With your children at home you can open up to them the wonders, joys and safety of the truly Catholic way of living. You can opt out of the secular way of keeping time and keep time as the Church does, celebrating the Mysteries of the Faith and its heroes, with appropriate times off to anchor that joy of a “feast” in the sense that only ethnic American Catholics of the past infrequently experienced. The joys of vacation, of special “feast” foods learned and cooked in the “home economics” class. Of course, in North America, the experience that we have of Christmas is something of a pale reminder of what a true feast is, although Christmas is deeply flawed by commercialism. Still the atmosphere of feast that is generated by wreaths, carols, candles and Christmas trees could easily be extended to Easter, Pentecost and Our Lady’s Assumption in August and her apparition at Guadalupe in December. In the Byzantine tradition, we have an icon of the feast that pictures the relevant facts of Sacred Scripture or the story of the saint in a perfectly obvious and beautiful way.

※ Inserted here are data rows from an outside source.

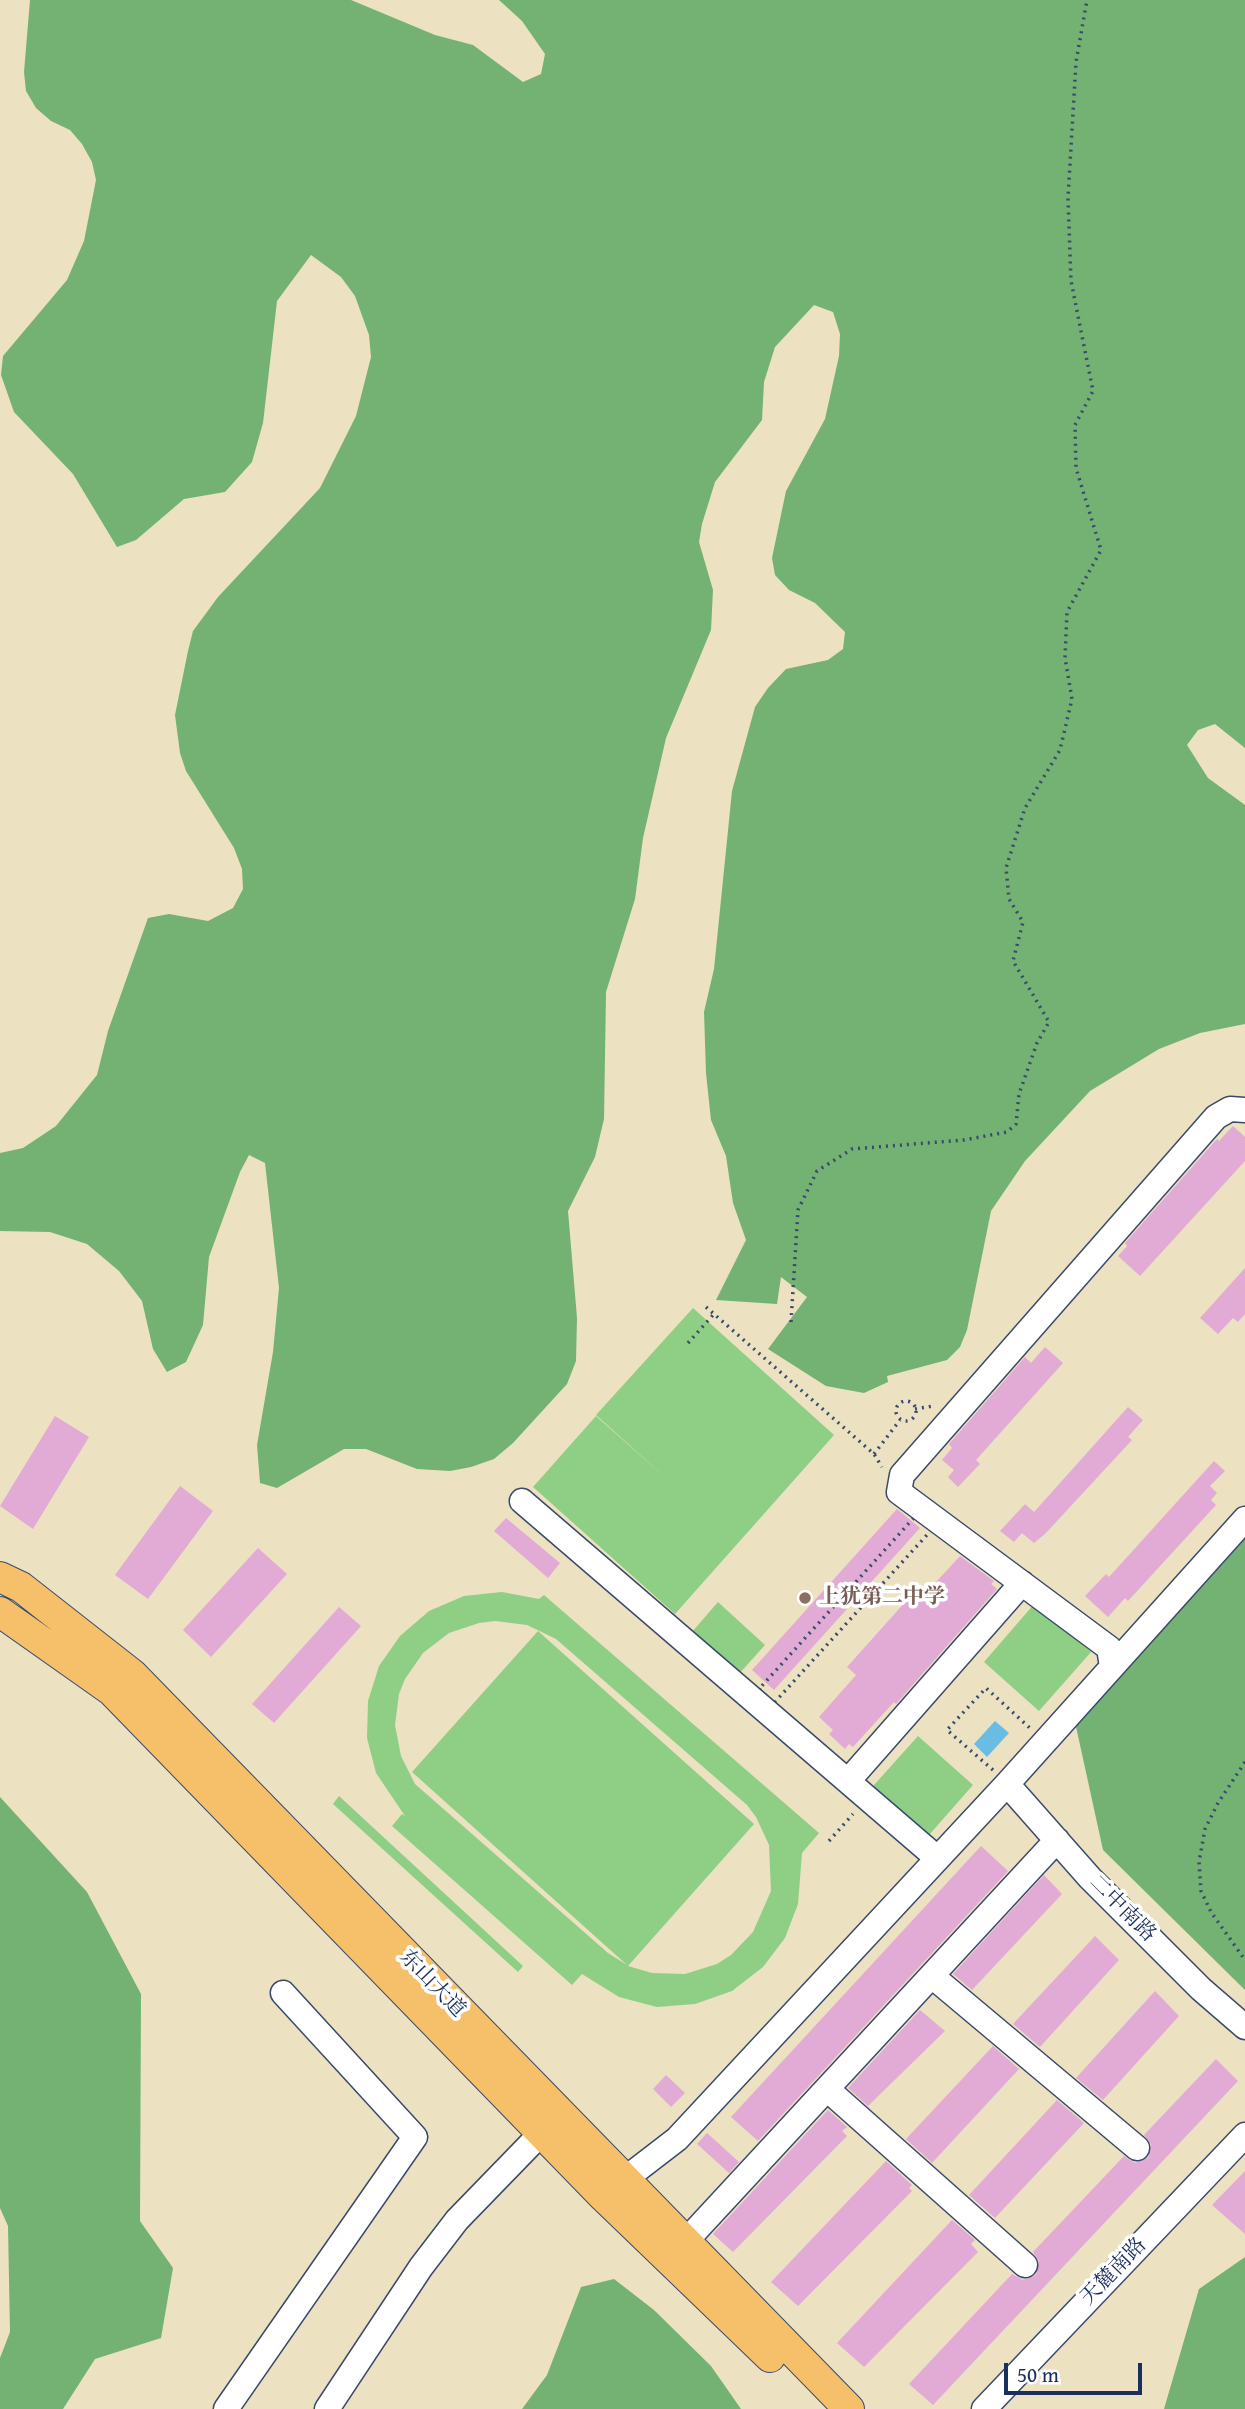 <!DOCTYPE html>
<meta charset="utf-8">
<style>
body{margin:0}
#map{position:relative;width:1245px;height:2409px;overflow:hidden;background:#ece1c0;font-family:"Gentium Book Plus",serif}
canvas{display:block}
.scale{position:absolute;left:1004px;top:2363px;width:138px;height:32px;box-sizing:border-box;border:4px solid #1b2f5e;border-top:0;padding-left:9px;font-size:21px;line-height:24px;white-space:nowrap;color:#1b2f5e;-webkit-text-stroke:5px #fff;paint-order:stroke}
</style>
<div id="map">
<canvas width="1245" height="2409"></canvas>
<div class="scale">50 m</div>
</div>
<script>
const context = document.querySelector('canvas').getContext('2d');
context.lineJoin = 'round';
function fillPath(path, color) {
  context.fillStyle = color;
  context.fill(path, 'evenodd');
}
function poly(rows) {
  const path = new Path2D();
  for (const r of rows) {
    if (r.length === 3) {
      path.moveTo(r[0] + r[2], r[1]);
      path.arc(r[0], r[1], r[2], 0, 2 * Math.PI);
      continue;
    }
    path.moveTo(r[0], r[1]);
    for (let i = 2; i < r.length; i += 2) path.lineTo(r[i], r[i + 1]);
  }
  return path;
}
function stroke(path, color, width, dash) {
  context.strokeStyle = color;
  context.lineWidth = width;
  context.lineCap = dash ? 'butt' : 'round';
  context.setLineDash(dash || []);
  context.stroke(path);
}
function drawText(font, color, halo, rows, align = 'center') {
  context.font = font + ' "Gentium Book Plus","Noto Serif SC",serif';
  context.lineWidth = 7;
  context.setLineDash([]);
  context.textBaseline = 'middle';
  context.strokeStyle = halo;
  context.fillStyle = color;
  for (const [text, x, y, turn = 0] of rows) {
    context.save();
    context.translate(x, y);
    context.rotate((+turn || 0) * Math.PI / 180);
    context.textAlign = isNaN(turn) ? turn : align;
    if (halo) context.strokeText(text, 0, 0);
    context.fillText(text, 0, 0);
    context.restore();
  }
}
const green = poly([
 [693,1308,834,1435,675,1614,533,1487,596,1416,667,1479,596,1415],
 [502,1592,539,1599,544,1595,819,1833,802,1853,798,1904,785,1938,763,1967,732,1991,695,2004,657,2007,619,1997,582,1974,572,1985,392,1826,402,1814,405,1816,376,1773,367,1738,368,1701,379,1666,400,1636,429,1611,464,1596],
 [495,1621,527,1625,556,1639,747,1805,756,1817,769,1845,771,1891,753,1932,731,1955,717,1964,685,1974,652,1973,628,1966,754,1824,538,1631,412,1772,627,1965,608,1953,415,1784,401,1756,395,1725,399,1694,405,1679,423,1653,449,1633,479,1623],
 [718,1602,765,1645,739,1674,692,1632],
 [1035,1603,1091,1652,1039,1711,984,1662],
 [918,1736,973,1785,922,1843,866,1794],
 [339,1796,523,1966,518,1972,333,1804]
]);
const forest = poly([
 [30,0,351,0,435,35,473,45,523,82,541,74,545,54,522,21,499,0,1245,0,1245,748,1215,724,1198,730,1187,745,1208,778,1245,805,1245,1024,1200,1033,1159,1049,1090,1091,1025,1161,991,1211,967,1330,960,1347,947,1360,887,1376,888,1382,864,1393,826,1386,768,1349,807,1297,781,1277,777,1304,716,1300,746,1240,733,1203,726,1156,711,1120,706,1073,704,1012,714,969,732,791,755,707,768,688,786,669,828,660,843,649,845,632,815,603,789,590,775,575,772,558,786,491,825,419,839,356,840,334,833,312,814,305,775,347,764,382,762,420,715,482,702,524,699,542,713,590,711,630,666,738,643,838,635,899,606,992,604,1119,595,1157,568,1211,577,1318,576,1361,567,1384,513,1443,494,1459,471,1467,450,1471,417,1469,366,1449,344,1449,277,1488,260,1483,257,1445,273,1352,279,1288,265,1163,249,1155,240,1172,209,1257,203,1325,186,1362,167,1372,153,1349,142,1301,119,1271,87,1244,50,1232,0,1231,0,1153,23,1148,56,1126,97,1075,108,1031,148,918,169,914,208,921,233,908,243,889,242,869,234,848,186,771,180,753,175,715,188,651,193,631,218,597,320,488,356,416,371,357,369,335,355,296,341,277,311,255,277,301,263,423,252,462,225,492,184,499,136,540,117,547,73,474,14,412,1,375,3,356,67,280,84,241,96,180,92,162,82,144,70,130,51,121,36,108,26,91,24,72],
 [1245,1532,1245,1990,1103,1850,1075,1722],
 [0,1797,87,1892,141,1994,140,2221,173,2268,161,2338,95,2359,63,2409,0,2409,0,2358,10,2332,8,2226,0,2208],
 [1245,2257,1245,2409,1164,2409,1199,2289],
 [614,2279,654,2310,711,2366,741,2409,522,2409,547,2375,581,2287]
]);
const water = poly([
 [995,1721,1009,1733,987,1757,974,1744]
]);
const building = poly([
 [1233,1126,1245,1137,1245,1161,1140,1276,1118,1256,1127,1246,1125,1243,1217,1139,1219,1141],
 [1245,1268,1245,1314,1238,1322,1233,1318,1218,1334,1200,1318],
 [1045,1347,1063,1363,976,1460,980,1464,958,1487,948,1477,954,1470,942,1460,952,1448,949,1444,1025,1357,1031,1363],
 [1128,1407,1143,1420,1128,1437,1132,1440,1045,1534,1034,1543,1022,1533,1014,1542,1000,1531,1025,1504,1034,1512],
 [55,1416,89,1437,33,1529,0,1506],
 [1214,1461,1225,1471,1210,1486,1217,1493,1211,1500,1216,1505,1128,1601,1125,1598,1108,1617,1085,1596,1106,1574,1109,1577],
 [180,1486,213,1511,148,1599,115,1575],
 [897,1509,920,1528,774,1690,752,1670],
 [506,1518,560,1563,548,1578,494,1531],
 [258,1548,287,1574,211,1657,183,1630],
 [960,1556,994,1581,991,1584,997,1589,896,1704,894,1702,853,1747,849,1744,845,1749,829,1734,833,1730,819,1717,856,1675,847,1667,907,1600,914,1606],
 [339,1607,361,1626,274,1723,252,1704],
 [981,1846,1008,1871,758,2141,731,2117],
 [1044,1875,1062,1894,972,1990,953,1974],
 [1095,1936,1119,1960,1040,2047,1013,2024],
 [1155,1991,1179,2016,1103,2100,1076,2078],
 [920,2010,945,2031,868,2106,848,2088],
 [993,2046,1019,2069,932,2163,906,2139],
 [1216,2059,1238,2081,933,2405,909,2384,1012,2274,1023,2280,1036,2275,1039,2261,1033,2252,1124,2156,1135,2163,1148,2158,1151,2144,1144,2135],
 [666,2075,685,2093,671,2107,653,2089],
 [1057,2100,1084,2123,995,2218,969,2195],
 [828,2110,847,2127,842,2131,847,2136,733,2252,713,2234],
 [707,2133,739,2162,729,2173,697,2144],
 [886,2161,912,2185,909,2188,912,2191,798,2306,771,2282],
 [1245,2171,1245,2234,1212,2205],
 [952,2220,975,2240,971,2244,978,2252,864,2367,837,2343]
]);
const path = poly([
 [706,1307,874,1454,882,1467],
 [791,1322,798,1210,817,1171,852,1149,964,1140,1007,1132,1016,1124,1019,1094,1037,1043,1049,1022,1013,961,1023,922,1009,899,1006,868,1025,808,1060,750,1072,699,1065,658,1067,612,1101,550,1076,468,1075,425,1093,391,1071,281,1068,198,1076,62,1087,0],
 [688,1343,714,1314],
 [906,1411,10],
 [915,1409,933,1406],
 [874,1454,900,1420],
 [920,1511,936,1525,774,1703,759,1689,920,1511],
 [1245,1762,1218,1803,1205,1829,1199,1862,1201,1891,1211,1912,1245,1960],
 [993,1770,947,1730,986,1688,1031,1729],
 [829,1841,853,1814]
]);
const minor = poly([
 [522,1501,937,1858],
 [1112,1667,1109,1648,899,1492,902,1475,1216,1117,1230,1109,1245,1110],
 [848,1781,1022,1583],
 [1007,1784,1090,1878,1201,1989,1245,2027],
 [932,1976,1137,2148],
 [827,2089,1025,2265],
 [612,2189,677,2139,1007,1784,1245,1519],
 [685,2242,1057,1840],
 [226,2409,415,2137,283,1993],
 [327,2409,421,2267,457,2220,554,2120],
 [984,2409,1245,2135]
]);
const major = poly([
 [0,1577,21,1587,132,1674,849,2409],
 [0,1612,112,1691,604,2197,770,2357]
]);
const markers = [
 [805,1598,7,"#8d6e63"]
];
const educationNames = [
 ["上犹第二中学",819,1598]
];
const streetNames = [
 ["二中南路",1122,1909,45],
 ["东山大道",432,1984,46],
 ["天麓南路",1114,2272,-46]
];
fillPath(green, '#8fcf85');
fillPath(forest, '#73b272');
fillPath(water, '#69bde5');
fillPath(building, '#e2abd5');
stroke(minor, '#3a4a6d', 27);
stroke(major, '#3a4a6d', 32);
stroke(path, '#3a4a6d', 3.5, [2, 5]);
stroke(minor, '#fff', 24);
stroke(major, '#f6c06b', 30);
for (const [x, y, r, color] of markers) {
  const dot = new Path2D();
  dot.arc(x, y, r, 0, 2 * Math.PI);
  context.fillStyle = color;
  context.fill(dot);
  stroke(dot, '#fff', 2.5);
}
drawText('bold 21px', '#785e54', '#fff', educationNames, 'left');
drawText('21px', '#1b2f5e', '#fff', streetNames);
</script>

One of the most outstanding concerns of the general public with regard to home schooling is the issue of socialization: the making of friends and the nurturing of friendships. However, a very serious aspect of this issue is, “What kind of friends do you want your children to have?” Our contemporary society does not produce good companions as a general rule and peer pressure is a very significant factor in the degradation of American and worldwide youth culture, which, in many cases, is nothing less than a throwback to out and out barbarism of the crudest kind. It has always been a principle of Christian life that friends are very important and so they should be chosen carefully. Friends should be good people who will have the best possible effect upon the young. Home schooling allows parents to have more of a say in the type of friends that their children will have. There are those who object that this is a “hothouse mentality” and an improper way to raise children. Again, however, when it is pouring rain and hail outside, a good hothouse is a much better place to raise flowers than the garden outside. To those who object that we are not raising flowers, I would respond, “Take a closer look.” One of the singular graces of home schooling is the possibility of preserving innocence and not just the teaching of repentance. Let a child take on the world after he or she is formed in the truth.
Strategic withdrawal from the corruption of general society is not necessarily a flight or an escape from “reality”. As human beings we are supposed to shape reality and not just submit to it, especially if it is objectionable. The “reality” in the general “outside” world is tremendously skewed. It is upside down. Just for starters, men as such are derided, treated contemptuously as well as immorally. Yet, we in Catholic home schooling are discovering that man, especially as husband and father, is the very image of God in the home. Our children must either recover from that or build upon it. Even if Dad is completely out of the picture, there are ineluctable consequences we cannot avoid. With home schooling the natural, normal order of reality can be maintained without the constant intrusion, interference and contradiction of the outside world. In a home schooling atmosphere both father and mother may demonstrate to their children God’s paradigm for the happy home that is also holy.